_Supplied data_
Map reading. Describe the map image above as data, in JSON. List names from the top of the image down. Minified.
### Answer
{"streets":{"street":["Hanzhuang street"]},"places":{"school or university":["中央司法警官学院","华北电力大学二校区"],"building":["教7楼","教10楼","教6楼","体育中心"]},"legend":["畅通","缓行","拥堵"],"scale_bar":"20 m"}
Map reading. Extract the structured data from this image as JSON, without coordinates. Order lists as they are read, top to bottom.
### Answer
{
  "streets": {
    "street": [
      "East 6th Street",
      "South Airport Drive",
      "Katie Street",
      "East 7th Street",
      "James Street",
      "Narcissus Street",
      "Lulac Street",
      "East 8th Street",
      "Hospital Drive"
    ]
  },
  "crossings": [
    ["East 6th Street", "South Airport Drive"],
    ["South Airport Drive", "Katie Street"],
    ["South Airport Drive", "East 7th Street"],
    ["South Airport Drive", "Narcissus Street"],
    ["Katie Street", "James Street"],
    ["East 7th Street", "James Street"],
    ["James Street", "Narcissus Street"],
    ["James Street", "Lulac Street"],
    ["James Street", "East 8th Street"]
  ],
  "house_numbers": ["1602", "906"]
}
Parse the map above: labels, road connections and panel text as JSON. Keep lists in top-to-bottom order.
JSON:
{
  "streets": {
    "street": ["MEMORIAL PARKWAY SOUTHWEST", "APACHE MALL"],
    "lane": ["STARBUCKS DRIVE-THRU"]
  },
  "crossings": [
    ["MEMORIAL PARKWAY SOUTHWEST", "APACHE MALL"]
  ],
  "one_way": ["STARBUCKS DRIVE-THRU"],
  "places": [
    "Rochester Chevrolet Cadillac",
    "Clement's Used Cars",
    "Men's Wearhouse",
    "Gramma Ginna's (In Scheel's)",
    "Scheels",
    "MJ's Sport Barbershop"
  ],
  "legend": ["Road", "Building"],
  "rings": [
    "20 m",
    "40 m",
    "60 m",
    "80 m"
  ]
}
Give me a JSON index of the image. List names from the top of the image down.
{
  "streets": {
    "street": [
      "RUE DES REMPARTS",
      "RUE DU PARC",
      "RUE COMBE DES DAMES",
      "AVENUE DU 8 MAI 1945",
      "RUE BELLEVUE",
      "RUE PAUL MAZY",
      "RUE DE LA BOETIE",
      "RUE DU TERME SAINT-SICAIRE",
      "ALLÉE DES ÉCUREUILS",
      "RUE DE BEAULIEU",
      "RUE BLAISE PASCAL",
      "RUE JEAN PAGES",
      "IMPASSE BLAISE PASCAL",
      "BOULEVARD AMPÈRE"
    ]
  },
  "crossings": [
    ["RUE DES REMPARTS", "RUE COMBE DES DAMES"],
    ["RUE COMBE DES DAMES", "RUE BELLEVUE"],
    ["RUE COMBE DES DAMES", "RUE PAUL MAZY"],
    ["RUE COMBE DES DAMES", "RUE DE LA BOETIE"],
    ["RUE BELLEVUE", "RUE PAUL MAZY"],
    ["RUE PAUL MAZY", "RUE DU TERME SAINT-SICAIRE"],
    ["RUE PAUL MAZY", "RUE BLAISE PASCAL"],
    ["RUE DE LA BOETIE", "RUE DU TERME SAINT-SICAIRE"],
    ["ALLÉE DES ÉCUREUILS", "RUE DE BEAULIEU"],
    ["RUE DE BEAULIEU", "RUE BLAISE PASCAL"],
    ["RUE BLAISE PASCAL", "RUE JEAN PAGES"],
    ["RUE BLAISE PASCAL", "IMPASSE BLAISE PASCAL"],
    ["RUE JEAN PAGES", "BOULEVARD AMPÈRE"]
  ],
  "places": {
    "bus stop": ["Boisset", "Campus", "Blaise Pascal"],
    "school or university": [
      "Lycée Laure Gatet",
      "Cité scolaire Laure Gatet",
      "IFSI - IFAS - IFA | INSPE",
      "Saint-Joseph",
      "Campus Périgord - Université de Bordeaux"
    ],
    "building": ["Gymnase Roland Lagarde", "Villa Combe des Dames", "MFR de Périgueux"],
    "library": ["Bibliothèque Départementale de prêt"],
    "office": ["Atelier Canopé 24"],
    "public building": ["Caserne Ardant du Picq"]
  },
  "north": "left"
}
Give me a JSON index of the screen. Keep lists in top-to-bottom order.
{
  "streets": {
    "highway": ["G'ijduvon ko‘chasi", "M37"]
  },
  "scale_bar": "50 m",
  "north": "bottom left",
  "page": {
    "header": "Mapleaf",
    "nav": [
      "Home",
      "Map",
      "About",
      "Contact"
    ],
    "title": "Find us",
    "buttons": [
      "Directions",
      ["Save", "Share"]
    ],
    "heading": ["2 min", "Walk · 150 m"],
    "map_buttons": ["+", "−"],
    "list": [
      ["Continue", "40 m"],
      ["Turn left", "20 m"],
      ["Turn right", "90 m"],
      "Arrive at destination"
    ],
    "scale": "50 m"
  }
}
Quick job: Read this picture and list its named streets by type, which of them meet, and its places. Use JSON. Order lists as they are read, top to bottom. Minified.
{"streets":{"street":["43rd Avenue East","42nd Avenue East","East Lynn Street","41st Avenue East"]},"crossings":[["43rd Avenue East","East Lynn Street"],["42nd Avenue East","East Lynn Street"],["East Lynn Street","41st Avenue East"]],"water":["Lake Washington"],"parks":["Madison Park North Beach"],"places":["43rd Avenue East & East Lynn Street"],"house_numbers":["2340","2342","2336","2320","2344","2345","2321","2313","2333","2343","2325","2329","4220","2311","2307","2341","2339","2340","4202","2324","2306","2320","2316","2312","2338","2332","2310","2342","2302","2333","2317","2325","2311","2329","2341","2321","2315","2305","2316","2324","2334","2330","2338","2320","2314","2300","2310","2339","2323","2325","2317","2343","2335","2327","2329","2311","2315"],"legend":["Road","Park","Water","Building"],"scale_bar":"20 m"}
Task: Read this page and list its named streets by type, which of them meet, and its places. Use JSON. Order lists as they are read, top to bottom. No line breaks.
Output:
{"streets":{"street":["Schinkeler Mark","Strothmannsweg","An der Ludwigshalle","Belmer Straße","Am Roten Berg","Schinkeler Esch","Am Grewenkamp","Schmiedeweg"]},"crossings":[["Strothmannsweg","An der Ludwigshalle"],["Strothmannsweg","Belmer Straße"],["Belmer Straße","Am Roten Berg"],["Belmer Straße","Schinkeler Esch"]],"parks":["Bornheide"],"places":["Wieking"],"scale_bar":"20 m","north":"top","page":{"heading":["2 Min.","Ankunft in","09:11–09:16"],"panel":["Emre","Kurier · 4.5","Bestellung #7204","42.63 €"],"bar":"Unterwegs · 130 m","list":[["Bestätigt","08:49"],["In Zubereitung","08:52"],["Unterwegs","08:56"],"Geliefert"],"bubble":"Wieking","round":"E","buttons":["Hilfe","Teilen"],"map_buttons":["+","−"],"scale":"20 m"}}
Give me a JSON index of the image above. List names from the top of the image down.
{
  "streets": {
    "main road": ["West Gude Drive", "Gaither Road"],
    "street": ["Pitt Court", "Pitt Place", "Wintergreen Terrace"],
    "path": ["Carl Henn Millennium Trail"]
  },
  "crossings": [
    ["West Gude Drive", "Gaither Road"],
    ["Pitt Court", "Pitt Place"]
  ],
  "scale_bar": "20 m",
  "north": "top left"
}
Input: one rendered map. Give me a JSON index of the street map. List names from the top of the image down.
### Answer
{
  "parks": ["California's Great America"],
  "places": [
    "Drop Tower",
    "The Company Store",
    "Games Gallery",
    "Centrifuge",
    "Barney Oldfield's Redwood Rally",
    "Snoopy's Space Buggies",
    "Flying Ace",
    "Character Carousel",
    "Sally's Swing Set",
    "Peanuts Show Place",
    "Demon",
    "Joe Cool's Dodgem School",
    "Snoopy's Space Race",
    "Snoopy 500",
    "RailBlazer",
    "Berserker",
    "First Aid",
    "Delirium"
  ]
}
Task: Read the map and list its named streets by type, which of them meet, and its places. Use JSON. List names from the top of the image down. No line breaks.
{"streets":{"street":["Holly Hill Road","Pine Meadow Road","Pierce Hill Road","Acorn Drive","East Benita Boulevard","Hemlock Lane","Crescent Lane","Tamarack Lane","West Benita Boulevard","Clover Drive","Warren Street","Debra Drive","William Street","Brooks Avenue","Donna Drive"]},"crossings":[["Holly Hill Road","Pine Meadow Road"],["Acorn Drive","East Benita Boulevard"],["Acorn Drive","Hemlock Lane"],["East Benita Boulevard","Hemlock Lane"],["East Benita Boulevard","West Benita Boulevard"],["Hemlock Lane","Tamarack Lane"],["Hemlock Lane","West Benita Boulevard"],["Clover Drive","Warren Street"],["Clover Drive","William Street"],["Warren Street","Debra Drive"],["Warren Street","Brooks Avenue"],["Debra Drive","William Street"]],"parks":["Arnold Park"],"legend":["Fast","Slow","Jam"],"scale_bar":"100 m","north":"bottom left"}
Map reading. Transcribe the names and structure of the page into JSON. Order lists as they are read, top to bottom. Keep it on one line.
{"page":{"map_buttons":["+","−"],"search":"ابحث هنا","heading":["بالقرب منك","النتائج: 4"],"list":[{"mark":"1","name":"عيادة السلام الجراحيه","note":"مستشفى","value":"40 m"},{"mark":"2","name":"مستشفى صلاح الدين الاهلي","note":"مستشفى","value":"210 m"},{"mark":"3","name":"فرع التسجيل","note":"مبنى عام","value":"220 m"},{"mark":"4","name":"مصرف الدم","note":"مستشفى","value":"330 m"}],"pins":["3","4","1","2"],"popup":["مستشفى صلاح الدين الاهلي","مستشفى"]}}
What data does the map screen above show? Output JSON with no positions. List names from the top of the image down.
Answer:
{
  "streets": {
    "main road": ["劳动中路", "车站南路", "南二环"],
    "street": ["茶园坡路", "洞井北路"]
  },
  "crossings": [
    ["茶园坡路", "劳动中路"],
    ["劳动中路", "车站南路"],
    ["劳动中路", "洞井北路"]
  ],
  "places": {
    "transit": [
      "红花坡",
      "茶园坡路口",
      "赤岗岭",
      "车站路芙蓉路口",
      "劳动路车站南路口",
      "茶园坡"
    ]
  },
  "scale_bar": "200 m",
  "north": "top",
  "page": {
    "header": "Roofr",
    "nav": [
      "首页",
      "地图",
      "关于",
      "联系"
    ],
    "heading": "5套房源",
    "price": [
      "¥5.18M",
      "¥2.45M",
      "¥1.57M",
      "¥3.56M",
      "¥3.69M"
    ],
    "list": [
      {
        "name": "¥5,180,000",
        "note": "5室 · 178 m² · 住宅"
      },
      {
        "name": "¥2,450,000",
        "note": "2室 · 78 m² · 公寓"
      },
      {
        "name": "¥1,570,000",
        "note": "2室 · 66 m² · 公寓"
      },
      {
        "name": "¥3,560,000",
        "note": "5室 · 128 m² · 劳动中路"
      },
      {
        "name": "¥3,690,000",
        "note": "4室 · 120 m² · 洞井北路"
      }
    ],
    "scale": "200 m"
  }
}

_Problem description_
Find how many lines in the listing contain the word "this" and give that count alone.

_Answer to the problem_
3